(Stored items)
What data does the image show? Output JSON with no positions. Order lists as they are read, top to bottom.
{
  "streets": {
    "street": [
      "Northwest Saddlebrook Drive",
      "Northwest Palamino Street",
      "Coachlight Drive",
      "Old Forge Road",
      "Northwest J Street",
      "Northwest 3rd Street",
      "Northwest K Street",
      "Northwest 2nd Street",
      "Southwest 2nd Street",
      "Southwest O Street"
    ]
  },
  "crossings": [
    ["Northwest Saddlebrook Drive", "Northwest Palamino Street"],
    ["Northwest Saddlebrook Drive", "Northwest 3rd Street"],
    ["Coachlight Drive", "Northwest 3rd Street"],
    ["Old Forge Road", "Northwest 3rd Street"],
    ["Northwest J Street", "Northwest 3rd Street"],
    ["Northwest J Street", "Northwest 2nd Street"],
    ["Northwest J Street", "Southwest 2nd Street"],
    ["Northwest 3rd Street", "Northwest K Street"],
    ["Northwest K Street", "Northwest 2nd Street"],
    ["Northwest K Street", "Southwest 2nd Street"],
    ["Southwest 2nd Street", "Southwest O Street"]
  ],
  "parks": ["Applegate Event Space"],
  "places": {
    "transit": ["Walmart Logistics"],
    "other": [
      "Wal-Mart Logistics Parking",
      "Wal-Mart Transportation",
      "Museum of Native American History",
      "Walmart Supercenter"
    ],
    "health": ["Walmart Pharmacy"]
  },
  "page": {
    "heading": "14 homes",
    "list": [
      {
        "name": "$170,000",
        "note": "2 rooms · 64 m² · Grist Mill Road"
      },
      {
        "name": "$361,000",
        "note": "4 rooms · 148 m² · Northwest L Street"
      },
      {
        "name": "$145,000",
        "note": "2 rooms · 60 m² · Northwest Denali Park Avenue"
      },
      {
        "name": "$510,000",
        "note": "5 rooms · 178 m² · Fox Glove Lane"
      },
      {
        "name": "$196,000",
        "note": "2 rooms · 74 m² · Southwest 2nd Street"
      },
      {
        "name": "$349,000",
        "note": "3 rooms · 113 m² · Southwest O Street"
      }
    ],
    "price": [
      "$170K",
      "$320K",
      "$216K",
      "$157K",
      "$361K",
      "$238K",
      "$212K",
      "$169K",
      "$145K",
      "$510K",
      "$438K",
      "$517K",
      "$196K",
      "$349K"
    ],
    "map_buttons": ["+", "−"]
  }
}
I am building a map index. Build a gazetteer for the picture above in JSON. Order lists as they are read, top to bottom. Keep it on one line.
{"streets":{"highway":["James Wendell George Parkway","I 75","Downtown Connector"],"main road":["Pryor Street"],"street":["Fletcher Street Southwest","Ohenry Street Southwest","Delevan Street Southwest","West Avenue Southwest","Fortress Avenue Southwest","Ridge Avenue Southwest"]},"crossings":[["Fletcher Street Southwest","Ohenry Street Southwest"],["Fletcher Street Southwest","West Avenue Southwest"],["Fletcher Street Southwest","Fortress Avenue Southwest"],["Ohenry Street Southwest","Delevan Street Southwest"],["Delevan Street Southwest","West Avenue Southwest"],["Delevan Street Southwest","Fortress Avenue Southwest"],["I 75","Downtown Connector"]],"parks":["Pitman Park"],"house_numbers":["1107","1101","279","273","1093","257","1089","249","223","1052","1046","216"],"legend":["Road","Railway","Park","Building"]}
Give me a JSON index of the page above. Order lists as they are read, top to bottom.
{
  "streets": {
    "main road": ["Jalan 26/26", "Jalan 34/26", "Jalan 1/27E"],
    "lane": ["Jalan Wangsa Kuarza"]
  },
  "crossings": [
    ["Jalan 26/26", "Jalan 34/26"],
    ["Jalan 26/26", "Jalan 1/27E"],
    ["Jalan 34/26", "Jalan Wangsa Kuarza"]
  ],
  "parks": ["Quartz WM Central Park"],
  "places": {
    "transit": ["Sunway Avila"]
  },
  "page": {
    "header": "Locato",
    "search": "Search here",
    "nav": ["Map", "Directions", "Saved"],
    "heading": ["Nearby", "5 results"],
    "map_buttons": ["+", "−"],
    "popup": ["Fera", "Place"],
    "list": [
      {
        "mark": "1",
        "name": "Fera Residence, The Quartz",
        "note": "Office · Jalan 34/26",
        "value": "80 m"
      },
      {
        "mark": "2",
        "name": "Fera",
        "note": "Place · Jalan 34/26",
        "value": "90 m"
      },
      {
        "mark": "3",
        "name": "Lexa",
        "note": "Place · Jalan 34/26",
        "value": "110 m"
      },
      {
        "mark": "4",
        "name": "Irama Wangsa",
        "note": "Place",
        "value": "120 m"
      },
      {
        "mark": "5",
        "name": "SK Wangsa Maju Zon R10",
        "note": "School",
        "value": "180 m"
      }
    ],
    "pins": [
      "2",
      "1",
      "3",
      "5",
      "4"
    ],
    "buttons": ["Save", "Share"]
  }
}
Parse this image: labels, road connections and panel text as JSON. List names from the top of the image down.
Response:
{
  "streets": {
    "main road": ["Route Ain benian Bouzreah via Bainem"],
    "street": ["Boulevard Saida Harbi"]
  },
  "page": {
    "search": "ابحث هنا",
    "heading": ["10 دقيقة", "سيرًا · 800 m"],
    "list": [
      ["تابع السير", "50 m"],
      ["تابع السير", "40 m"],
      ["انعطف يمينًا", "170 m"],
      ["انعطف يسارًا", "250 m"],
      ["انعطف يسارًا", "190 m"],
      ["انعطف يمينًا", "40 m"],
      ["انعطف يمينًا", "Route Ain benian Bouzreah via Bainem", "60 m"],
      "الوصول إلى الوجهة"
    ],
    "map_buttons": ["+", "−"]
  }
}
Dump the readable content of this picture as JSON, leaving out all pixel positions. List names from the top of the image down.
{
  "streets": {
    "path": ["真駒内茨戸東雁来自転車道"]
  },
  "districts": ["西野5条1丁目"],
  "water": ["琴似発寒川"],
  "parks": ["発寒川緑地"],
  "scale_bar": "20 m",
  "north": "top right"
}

__Aim of the task__:
Find the word "Saddlebrook" in the records and pull out each line that has it.

__Exercise answer__:
      "Northwest Saddlebrook Drive",
    ["Northwest Saddlebrook Drive", "Northwest Palamino Street"],
    ["Northwest Saddlebrook Drive", "Northwest 3rd Street"],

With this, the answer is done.